Former President Obama has called on the Senate not to fill the Supreme Court vacancy created by the death of Ruth Bader Ginsburg until next year.
Obama urged Republicans to live up to the standard they set in 2016 by refusing to give a hearing to Merrick Garland.
Obama, in a statement responding to Ginsburg’s death, praised the late judge as a “warrior for gender equality” who showed “unwavering faith in our democracy and its ideals.”
The former president also nodded to Ginsburg’s reported statement to her granddaughter, which is that her “most fervent wish” was that her replacement be named by the next president.
Ginsburg died earlier Friday.
She was 87.
Justice Ruth Bader Ginsburg fought to the end, through her cancer, with unwavering faith in our democracy and its ideals. That’s how we remember her. But she also left instructions for how she wanted her legacy to be honored.
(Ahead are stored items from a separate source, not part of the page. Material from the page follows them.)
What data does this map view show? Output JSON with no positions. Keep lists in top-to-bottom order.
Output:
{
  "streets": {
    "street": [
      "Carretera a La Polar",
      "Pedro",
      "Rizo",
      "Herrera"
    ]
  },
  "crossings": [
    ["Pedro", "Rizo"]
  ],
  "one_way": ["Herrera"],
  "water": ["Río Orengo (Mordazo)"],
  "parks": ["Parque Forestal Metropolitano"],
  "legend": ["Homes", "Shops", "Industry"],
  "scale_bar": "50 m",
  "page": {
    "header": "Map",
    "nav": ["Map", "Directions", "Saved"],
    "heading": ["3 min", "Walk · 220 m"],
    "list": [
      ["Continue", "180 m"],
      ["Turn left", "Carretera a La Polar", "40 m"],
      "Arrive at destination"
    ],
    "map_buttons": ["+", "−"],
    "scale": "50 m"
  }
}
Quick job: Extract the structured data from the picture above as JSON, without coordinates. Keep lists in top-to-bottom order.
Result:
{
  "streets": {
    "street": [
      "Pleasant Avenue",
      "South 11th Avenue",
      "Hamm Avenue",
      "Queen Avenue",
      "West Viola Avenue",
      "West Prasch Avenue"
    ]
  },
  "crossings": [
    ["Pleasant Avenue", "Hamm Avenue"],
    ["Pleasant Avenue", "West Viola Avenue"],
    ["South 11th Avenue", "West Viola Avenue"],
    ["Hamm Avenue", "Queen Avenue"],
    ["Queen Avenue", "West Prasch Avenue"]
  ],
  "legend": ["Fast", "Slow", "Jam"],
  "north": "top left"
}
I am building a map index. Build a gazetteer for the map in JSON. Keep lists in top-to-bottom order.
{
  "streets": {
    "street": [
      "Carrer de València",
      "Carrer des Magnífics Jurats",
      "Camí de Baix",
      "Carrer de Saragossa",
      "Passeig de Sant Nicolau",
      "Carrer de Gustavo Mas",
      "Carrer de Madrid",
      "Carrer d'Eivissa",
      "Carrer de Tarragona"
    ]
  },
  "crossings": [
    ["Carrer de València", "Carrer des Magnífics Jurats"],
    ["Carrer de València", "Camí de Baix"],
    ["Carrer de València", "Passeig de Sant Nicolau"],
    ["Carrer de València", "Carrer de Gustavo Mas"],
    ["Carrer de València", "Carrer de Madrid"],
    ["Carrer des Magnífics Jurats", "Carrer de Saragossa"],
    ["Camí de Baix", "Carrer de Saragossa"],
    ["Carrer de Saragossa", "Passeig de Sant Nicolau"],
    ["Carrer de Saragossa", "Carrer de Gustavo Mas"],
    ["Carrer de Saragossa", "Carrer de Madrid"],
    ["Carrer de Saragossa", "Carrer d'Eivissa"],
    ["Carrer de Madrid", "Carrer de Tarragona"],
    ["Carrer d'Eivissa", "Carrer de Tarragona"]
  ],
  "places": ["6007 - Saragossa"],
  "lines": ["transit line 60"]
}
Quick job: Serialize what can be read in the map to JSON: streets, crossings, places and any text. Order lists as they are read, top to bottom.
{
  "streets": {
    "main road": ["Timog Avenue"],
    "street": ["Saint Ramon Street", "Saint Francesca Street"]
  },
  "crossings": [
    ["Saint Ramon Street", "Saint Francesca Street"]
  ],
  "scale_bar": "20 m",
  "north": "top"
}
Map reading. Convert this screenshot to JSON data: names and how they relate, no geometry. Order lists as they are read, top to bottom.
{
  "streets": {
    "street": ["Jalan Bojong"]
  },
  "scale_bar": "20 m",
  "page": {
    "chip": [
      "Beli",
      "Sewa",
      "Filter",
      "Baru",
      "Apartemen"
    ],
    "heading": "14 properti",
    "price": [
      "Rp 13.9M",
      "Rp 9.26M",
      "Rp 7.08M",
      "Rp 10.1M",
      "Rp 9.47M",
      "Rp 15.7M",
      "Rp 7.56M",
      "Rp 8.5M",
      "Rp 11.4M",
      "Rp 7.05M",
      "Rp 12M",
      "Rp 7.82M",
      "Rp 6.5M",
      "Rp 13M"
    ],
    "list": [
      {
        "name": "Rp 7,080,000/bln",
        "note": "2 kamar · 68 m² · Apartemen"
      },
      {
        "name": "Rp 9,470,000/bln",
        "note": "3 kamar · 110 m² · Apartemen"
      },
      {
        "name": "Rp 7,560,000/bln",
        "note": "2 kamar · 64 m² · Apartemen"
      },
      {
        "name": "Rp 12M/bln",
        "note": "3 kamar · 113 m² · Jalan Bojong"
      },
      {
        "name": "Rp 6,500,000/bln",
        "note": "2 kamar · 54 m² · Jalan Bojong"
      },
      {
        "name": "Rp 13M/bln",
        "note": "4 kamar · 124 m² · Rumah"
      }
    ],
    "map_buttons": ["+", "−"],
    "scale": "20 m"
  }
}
My statement: https://t.co/Wa6YcT5gDi
— Barack Obama (@BarackObama) September 19, 2020
“Four and a half years ago, when Republicans refused to hold a hearing or an up-or-down vote on Merrick Garland, they invented the principle that the Senate shouldn’t fill an open seat on the Supreme Court before a new president was sworn in,” Obama said.
“A basic principle of the law — and of everyday fairness — is that we apply rules with consistency, and not based on what’s convenient or advantageous in the moment,” he continued. “The rule of law, the legitimacy of our courts, the fundamental workings of our democracy all depend on that basic principle.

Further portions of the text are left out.